(Extracted records)
BEGIN

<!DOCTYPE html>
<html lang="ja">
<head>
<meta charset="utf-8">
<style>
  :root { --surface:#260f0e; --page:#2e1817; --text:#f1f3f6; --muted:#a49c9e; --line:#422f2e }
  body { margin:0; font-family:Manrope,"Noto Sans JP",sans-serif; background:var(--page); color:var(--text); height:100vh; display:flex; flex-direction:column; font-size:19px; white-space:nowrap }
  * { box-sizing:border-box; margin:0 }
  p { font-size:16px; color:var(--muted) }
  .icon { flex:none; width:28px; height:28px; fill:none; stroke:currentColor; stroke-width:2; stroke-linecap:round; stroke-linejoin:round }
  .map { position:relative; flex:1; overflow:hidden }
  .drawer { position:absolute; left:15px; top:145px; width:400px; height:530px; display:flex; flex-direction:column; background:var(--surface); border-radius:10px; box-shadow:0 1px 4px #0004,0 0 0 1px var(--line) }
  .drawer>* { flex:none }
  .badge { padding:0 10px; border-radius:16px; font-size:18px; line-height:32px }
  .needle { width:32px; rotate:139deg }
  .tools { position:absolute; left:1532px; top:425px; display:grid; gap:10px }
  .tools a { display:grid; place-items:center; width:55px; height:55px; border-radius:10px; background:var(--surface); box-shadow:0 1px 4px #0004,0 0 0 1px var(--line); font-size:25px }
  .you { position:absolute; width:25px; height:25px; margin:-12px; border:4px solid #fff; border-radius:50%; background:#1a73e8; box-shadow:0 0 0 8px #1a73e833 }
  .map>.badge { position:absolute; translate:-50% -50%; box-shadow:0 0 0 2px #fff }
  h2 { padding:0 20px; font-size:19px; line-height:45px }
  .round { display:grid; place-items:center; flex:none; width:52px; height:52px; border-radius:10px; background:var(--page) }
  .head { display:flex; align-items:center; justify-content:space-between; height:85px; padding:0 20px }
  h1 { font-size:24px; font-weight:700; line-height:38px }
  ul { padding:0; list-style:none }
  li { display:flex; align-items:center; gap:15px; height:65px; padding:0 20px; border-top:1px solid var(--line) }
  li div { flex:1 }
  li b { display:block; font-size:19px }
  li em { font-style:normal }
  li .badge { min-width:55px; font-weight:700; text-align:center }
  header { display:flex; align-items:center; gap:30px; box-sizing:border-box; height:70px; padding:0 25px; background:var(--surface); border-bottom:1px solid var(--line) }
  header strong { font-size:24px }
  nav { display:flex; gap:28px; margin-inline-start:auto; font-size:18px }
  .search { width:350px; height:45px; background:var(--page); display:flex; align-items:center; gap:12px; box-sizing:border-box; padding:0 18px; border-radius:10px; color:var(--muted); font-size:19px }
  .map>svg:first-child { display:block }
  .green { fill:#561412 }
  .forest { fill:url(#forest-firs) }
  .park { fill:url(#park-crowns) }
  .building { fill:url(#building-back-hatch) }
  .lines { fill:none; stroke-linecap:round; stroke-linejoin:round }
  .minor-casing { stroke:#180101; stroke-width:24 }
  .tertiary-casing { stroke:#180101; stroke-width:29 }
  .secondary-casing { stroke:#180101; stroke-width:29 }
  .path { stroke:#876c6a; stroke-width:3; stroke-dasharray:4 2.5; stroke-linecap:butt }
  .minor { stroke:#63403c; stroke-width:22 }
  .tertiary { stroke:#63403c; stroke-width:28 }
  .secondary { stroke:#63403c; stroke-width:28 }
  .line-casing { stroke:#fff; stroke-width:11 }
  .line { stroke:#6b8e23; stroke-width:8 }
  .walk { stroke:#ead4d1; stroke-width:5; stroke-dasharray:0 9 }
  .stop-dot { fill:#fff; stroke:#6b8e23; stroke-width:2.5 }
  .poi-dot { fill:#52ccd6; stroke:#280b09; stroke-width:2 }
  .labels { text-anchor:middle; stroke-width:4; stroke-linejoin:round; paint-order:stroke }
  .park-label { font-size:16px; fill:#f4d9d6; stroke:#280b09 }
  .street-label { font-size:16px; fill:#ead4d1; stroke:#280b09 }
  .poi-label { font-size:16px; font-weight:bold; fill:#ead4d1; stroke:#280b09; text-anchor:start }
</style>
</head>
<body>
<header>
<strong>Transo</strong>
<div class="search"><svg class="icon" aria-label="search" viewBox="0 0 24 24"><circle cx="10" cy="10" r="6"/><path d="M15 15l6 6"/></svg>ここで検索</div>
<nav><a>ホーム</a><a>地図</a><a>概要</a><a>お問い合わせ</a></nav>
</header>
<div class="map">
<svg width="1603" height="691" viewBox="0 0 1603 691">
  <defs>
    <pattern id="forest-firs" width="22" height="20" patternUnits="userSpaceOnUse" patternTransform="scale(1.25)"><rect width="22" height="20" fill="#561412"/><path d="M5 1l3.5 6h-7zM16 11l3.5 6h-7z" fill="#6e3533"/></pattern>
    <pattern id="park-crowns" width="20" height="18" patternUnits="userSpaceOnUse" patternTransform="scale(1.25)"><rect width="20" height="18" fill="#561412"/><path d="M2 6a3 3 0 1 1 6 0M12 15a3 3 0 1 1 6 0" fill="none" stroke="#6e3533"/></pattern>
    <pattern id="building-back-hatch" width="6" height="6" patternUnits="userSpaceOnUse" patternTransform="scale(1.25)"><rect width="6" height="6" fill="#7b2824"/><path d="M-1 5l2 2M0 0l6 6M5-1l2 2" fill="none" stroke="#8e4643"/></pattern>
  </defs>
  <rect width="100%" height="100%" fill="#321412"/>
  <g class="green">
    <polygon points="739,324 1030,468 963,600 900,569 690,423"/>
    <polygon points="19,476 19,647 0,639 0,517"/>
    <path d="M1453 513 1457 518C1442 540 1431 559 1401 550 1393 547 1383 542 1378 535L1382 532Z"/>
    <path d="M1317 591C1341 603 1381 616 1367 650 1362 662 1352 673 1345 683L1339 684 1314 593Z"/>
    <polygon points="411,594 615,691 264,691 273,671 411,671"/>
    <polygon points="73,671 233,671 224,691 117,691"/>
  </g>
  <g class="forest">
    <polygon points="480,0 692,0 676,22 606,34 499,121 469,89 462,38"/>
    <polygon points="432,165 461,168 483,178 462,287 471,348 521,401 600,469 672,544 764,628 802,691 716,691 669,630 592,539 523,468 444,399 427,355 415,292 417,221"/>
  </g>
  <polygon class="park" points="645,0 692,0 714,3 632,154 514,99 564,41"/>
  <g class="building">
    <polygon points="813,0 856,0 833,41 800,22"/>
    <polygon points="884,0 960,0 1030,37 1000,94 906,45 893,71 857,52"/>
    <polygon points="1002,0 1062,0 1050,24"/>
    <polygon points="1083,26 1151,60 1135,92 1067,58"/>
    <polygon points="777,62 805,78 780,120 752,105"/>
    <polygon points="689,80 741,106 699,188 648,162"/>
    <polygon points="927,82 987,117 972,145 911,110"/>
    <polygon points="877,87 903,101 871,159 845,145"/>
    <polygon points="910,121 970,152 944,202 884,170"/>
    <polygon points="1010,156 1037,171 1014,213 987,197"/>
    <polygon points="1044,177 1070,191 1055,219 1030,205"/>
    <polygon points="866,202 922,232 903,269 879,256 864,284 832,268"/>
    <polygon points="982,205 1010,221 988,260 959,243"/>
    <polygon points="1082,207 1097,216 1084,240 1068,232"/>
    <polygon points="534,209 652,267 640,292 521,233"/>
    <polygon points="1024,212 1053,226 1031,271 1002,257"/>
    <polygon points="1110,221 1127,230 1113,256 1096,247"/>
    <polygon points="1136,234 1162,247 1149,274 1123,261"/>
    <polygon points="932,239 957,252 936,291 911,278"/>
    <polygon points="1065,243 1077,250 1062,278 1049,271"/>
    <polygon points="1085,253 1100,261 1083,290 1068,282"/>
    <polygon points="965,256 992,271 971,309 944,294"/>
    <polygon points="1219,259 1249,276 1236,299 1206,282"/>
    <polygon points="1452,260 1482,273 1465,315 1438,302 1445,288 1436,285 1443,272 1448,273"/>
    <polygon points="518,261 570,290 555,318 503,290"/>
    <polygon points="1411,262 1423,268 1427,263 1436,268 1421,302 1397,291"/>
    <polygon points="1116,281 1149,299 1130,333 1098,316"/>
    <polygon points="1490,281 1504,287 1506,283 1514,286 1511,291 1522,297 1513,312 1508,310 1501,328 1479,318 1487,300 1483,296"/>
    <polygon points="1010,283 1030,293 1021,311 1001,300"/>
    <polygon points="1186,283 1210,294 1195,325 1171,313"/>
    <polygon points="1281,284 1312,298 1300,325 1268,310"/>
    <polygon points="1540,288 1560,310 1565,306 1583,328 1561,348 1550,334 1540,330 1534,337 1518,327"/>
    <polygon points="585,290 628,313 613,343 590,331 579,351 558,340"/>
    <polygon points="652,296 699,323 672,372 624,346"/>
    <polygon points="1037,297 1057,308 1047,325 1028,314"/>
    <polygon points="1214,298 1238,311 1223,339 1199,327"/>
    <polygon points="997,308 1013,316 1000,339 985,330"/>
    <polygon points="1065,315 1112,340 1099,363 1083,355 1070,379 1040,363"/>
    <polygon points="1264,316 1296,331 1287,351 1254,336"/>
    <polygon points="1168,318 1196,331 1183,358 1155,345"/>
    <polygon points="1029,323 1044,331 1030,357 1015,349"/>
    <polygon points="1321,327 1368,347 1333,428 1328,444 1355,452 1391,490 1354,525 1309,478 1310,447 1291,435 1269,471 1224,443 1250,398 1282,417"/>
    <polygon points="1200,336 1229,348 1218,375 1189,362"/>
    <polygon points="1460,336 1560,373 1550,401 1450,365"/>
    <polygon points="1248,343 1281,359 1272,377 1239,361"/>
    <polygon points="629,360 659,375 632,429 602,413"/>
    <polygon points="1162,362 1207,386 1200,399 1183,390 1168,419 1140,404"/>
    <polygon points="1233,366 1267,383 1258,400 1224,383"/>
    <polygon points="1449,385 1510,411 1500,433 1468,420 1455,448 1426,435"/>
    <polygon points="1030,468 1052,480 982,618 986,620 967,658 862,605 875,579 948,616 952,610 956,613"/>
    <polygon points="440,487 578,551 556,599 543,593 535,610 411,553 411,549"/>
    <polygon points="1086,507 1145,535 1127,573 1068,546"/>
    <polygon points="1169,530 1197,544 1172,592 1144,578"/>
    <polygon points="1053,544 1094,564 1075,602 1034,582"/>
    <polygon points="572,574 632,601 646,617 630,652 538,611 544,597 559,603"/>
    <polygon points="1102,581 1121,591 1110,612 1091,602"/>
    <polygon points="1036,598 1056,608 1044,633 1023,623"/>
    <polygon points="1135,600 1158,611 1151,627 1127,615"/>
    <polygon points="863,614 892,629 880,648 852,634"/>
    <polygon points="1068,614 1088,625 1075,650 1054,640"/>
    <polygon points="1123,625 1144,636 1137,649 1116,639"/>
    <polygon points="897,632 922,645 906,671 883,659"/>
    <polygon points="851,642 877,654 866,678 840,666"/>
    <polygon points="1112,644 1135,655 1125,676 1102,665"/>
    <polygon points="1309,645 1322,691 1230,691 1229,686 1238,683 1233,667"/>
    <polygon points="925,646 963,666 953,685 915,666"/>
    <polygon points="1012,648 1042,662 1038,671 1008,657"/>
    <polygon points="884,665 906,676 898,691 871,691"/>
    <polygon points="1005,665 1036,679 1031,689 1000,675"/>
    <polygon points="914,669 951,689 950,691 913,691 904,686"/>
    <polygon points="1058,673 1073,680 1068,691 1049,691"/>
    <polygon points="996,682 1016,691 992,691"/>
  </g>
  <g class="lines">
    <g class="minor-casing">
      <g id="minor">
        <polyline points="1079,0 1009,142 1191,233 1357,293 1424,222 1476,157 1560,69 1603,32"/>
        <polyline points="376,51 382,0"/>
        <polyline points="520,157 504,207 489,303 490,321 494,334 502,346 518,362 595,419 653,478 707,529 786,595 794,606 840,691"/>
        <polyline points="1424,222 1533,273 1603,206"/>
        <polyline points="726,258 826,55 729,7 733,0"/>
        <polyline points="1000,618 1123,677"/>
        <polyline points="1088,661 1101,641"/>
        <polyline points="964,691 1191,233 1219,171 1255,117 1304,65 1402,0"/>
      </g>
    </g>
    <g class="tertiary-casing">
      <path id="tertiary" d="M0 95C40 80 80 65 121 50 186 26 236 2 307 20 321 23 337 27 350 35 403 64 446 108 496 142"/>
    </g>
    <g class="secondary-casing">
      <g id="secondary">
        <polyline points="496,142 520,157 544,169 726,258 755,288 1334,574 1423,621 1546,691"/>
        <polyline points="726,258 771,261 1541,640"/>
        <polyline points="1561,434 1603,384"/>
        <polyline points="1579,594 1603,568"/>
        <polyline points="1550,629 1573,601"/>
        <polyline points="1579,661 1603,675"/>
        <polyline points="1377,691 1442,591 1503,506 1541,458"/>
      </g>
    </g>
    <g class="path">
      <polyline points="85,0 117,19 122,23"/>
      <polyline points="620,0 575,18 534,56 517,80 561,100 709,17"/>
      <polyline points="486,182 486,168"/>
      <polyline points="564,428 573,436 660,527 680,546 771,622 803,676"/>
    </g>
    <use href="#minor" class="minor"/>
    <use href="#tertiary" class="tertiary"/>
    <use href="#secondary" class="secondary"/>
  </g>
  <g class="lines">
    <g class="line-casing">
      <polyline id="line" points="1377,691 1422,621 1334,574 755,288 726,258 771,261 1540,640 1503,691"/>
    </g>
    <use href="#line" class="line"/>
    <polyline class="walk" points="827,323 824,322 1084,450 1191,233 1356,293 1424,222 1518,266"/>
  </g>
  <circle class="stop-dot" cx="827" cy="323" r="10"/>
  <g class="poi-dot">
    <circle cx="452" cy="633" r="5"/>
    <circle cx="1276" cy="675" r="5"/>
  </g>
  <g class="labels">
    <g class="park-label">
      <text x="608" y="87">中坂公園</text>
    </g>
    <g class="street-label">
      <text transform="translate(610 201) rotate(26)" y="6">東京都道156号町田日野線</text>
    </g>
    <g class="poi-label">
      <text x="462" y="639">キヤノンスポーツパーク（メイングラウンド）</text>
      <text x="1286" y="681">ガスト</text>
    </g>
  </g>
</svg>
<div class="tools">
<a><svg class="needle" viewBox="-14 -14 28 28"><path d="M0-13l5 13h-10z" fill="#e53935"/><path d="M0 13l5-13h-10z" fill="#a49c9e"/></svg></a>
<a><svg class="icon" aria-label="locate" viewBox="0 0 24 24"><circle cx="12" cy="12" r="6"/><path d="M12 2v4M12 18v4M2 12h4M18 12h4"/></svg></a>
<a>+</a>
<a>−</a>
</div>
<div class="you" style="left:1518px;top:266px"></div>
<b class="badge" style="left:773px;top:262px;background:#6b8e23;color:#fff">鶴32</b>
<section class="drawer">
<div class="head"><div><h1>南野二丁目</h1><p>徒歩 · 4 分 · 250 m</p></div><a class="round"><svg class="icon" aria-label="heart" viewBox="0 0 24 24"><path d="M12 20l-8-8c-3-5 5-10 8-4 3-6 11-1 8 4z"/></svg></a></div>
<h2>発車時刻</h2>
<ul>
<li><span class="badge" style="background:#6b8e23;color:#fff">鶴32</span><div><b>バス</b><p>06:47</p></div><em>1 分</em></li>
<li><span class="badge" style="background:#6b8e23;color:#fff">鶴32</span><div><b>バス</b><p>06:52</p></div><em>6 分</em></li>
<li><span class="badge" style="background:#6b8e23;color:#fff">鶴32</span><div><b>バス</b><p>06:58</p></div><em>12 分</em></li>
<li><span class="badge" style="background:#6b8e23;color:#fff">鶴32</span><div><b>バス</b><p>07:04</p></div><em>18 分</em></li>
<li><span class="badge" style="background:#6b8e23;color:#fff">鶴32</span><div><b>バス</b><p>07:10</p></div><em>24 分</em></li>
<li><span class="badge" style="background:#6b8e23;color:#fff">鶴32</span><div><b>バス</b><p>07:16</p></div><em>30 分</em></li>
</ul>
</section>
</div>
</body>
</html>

END

• [WHAT TO PRODUCE]:
Which lines of the records above contain the word "linejoin"? Copy each of them.

• [ANSWER TO THE EXERCISE]:
  .icon { flex:none; width:28px; height:28px; fill:none; stroke:currentColor; stroke-width:2; stroke-linecap:round; stroke-linejoin:round }
  .lines { fill:none; stroke-linecap:round; stroke-linejoin:round }
  .labels { text-anchor:middle; stroke-width:4; stroke-linejoin:round; paint-order:stroke }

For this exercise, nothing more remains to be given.